Les écologistes, les ONG environnementales et une bonne partie de la gauche mènent depuis des décennies un combat anti-nucléaire. Mais ils sont en perte de vitesse y compris dans leur propre camp. Les moins radicaux ou les plus pragmatiques ont compris que le plus important aujourd’hui était de développer et vite des sources d’énergie abondantes et décarbonées pour les substituer aux carburants fossiles. C’est exactement ce que permet de faire le nucléaire.

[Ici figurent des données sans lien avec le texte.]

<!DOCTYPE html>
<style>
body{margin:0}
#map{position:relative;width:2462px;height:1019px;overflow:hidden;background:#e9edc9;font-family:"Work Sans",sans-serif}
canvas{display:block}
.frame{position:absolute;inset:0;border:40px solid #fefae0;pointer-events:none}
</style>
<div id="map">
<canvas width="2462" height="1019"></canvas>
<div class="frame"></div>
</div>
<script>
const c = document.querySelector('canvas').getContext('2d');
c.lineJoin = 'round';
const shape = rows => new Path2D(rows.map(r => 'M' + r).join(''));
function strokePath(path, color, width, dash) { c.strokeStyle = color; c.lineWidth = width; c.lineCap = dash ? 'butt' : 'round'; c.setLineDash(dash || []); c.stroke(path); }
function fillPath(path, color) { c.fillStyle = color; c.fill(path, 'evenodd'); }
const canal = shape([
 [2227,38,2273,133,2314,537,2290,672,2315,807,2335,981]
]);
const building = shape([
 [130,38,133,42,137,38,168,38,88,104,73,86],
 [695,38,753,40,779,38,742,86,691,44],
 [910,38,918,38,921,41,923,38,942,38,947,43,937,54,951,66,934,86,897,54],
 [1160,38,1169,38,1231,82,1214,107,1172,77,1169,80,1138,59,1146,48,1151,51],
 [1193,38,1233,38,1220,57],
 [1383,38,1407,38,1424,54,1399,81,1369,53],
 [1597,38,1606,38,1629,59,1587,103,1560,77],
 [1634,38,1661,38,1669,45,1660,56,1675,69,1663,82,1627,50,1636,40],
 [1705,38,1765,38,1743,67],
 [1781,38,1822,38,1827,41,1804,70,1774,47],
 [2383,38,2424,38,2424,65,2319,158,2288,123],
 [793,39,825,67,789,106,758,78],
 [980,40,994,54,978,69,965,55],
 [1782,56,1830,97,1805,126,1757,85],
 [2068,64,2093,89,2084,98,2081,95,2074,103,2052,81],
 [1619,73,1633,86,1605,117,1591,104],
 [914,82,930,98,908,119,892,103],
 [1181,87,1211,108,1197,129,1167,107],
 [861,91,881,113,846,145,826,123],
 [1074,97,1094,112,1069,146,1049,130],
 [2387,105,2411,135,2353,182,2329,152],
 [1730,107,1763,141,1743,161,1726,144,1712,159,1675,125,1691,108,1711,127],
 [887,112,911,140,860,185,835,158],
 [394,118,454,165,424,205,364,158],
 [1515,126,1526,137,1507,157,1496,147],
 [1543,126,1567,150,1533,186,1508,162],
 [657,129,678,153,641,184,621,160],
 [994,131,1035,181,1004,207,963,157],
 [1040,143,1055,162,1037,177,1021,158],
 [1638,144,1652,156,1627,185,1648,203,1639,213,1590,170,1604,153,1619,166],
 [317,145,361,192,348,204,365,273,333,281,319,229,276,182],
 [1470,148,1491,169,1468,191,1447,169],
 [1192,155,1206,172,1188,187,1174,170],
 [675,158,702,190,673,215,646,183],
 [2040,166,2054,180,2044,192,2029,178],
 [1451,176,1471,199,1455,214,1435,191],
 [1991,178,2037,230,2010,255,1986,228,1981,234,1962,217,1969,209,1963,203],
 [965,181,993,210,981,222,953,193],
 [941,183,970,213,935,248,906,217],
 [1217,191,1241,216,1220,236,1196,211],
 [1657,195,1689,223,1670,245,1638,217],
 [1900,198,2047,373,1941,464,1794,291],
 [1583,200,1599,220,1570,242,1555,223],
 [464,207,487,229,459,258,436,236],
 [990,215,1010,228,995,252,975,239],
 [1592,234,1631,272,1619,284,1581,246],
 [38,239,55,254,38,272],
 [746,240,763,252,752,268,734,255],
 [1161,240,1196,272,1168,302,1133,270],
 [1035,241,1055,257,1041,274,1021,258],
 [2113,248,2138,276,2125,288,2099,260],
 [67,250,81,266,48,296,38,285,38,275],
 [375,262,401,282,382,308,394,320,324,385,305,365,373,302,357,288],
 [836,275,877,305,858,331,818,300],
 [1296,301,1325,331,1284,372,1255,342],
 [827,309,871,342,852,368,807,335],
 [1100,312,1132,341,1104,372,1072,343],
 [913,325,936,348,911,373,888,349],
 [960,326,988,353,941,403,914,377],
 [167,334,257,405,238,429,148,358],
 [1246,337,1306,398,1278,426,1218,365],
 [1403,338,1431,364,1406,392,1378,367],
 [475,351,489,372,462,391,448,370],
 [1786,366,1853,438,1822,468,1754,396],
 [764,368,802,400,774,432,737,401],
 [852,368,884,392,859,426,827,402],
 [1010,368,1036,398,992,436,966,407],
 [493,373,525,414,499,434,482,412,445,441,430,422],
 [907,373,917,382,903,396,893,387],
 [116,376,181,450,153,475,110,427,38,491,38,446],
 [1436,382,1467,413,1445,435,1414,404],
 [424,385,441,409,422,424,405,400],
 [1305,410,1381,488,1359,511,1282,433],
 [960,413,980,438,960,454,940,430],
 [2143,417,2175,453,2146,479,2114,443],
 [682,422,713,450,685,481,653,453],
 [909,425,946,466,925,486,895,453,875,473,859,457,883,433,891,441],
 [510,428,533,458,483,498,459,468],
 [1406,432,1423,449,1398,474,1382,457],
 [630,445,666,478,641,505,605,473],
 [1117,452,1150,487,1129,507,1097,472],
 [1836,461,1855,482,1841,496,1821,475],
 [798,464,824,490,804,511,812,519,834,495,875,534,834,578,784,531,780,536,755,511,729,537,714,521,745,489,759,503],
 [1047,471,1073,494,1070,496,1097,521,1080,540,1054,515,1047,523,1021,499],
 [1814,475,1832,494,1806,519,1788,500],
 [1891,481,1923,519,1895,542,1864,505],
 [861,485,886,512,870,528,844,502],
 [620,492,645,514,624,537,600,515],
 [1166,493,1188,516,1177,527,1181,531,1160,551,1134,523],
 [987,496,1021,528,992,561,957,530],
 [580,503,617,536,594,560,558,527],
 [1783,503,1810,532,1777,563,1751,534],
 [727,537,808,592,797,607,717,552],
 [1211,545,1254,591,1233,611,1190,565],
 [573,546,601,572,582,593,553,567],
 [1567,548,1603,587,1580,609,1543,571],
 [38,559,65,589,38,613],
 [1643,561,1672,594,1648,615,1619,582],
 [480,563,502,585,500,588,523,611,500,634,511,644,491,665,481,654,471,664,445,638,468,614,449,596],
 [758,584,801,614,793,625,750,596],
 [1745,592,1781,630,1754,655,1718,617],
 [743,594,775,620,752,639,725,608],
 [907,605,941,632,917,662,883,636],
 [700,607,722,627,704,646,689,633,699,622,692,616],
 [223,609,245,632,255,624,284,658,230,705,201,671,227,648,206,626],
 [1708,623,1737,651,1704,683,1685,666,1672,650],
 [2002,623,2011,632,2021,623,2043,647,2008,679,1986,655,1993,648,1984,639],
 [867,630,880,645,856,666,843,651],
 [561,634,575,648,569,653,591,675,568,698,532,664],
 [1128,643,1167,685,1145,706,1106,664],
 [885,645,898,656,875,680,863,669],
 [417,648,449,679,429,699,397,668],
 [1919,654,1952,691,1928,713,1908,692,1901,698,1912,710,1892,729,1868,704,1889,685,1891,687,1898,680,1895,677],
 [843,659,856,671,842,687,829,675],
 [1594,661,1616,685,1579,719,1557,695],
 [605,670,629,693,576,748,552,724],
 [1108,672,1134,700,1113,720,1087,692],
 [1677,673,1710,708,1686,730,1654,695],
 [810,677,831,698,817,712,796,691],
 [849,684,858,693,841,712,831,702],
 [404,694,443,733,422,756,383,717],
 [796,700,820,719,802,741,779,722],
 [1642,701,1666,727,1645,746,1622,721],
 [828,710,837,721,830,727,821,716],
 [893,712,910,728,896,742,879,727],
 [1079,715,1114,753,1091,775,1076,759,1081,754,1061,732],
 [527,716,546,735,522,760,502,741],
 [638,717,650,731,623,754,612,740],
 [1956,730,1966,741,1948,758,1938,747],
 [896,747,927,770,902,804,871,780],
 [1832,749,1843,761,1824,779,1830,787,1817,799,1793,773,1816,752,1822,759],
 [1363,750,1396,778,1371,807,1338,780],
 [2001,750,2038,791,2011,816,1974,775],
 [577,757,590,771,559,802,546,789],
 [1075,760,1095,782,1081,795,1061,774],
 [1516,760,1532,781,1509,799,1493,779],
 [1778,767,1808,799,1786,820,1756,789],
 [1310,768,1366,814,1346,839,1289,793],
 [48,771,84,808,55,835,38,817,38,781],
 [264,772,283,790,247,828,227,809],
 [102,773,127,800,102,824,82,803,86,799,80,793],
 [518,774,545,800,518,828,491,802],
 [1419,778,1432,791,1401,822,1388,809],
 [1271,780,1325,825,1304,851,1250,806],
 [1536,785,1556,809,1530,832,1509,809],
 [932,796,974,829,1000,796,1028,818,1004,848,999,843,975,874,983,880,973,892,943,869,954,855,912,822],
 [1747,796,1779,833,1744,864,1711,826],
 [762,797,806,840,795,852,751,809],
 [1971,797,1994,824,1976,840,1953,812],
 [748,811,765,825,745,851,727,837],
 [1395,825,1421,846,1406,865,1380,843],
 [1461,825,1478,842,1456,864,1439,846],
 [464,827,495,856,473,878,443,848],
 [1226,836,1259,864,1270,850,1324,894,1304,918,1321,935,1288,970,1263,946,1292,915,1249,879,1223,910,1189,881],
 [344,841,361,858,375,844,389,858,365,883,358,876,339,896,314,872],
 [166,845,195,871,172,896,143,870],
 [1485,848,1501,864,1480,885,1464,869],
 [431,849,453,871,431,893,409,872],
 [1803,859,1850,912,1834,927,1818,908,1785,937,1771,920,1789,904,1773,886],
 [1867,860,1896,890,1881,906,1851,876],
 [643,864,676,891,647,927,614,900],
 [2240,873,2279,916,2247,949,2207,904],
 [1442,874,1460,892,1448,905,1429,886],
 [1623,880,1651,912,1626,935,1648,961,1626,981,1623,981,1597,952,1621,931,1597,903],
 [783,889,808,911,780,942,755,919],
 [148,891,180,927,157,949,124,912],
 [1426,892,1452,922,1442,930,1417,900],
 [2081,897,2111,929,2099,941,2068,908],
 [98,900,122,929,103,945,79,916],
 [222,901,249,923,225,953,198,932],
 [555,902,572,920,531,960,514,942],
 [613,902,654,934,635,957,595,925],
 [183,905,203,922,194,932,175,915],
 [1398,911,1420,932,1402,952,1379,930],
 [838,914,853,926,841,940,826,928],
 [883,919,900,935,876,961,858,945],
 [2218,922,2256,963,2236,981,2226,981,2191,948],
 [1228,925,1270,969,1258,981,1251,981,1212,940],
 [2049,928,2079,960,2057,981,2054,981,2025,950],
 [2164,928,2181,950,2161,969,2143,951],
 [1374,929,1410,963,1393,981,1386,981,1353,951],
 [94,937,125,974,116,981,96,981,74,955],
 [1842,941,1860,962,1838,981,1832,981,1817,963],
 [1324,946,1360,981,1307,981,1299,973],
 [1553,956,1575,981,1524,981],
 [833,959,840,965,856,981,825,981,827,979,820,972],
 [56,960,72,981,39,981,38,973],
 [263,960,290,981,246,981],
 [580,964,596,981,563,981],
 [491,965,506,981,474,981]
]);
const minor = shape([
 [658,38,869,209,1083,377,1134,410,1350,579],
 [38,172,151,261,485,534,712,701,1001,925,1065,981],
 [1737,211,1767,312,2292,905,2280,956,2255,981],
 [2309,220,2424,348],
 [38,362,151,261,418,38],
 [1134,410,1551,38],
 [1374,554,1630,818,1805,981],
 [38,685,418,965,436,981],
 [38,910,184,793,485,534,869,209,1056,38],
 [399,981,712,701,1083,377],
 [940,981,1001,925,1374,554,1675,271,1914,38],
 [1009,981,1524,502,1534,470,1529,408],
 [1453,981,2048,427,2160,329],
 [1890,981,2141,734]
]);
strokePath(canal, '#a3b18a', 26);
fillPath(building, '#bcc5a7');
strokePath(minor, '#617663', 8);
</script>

La lutte contre le nucléaire est intégrée depuis des décennies dans l’ADN de la gauche française. A l’origine issue des combats syndicaux, tout d’abord de la part des syndicats de mineurs qui craignaient (à raison) pour l’avenir des mines de charbon du pays, puis par ceux du CEA (Commissariat à l’énergie atomique) qui voyaient d’un très mauvais œil l’arrivée de la technologie américaine de Westinghouse des réacteurs à eau pressurisé. Elle a été poursuivie par François Mitterrand dès son arrivée au pouvoir en mai 1981. Dès lors, la gauche n’a jamais varié de cap concernant l’atome. Si Mitterrand a choisi de simplement annuler les projets qui n’étaient pas encore réellement lancés (comme la centrale de Plogoff en Bretagne ou du Carnet dans les Pays-de-Loire), ses successeurs se sont eux attaqués à pleines dents au patrimoine nucléaire du pays. Leurs principaux succès étant d’avoir obtenu la fermeture de Superphénix en 1998, puis de Fessenheim vingt ans plus tard.

Dénoncer Greenpeace

Mais ce dogme semble aujourd’hui se fissurer de plus en plus. En 2022, Fabien Roussel, candidat communiste, a choisi d’assumer son choix d’être favorable à l’ensemble des énergies bas carbone, nucléaire compris. Dans la foulée, et bien qu’intégrés à la NUPES, les députés PCF ont réitéré ce choix en votant à l’inverse de leurs partenaires lors du passage à l’assemblée nationale du projet de loi d’accélération du nucléaire. La tradition productiviste et pro nucléaire du parti communiste existe toujours.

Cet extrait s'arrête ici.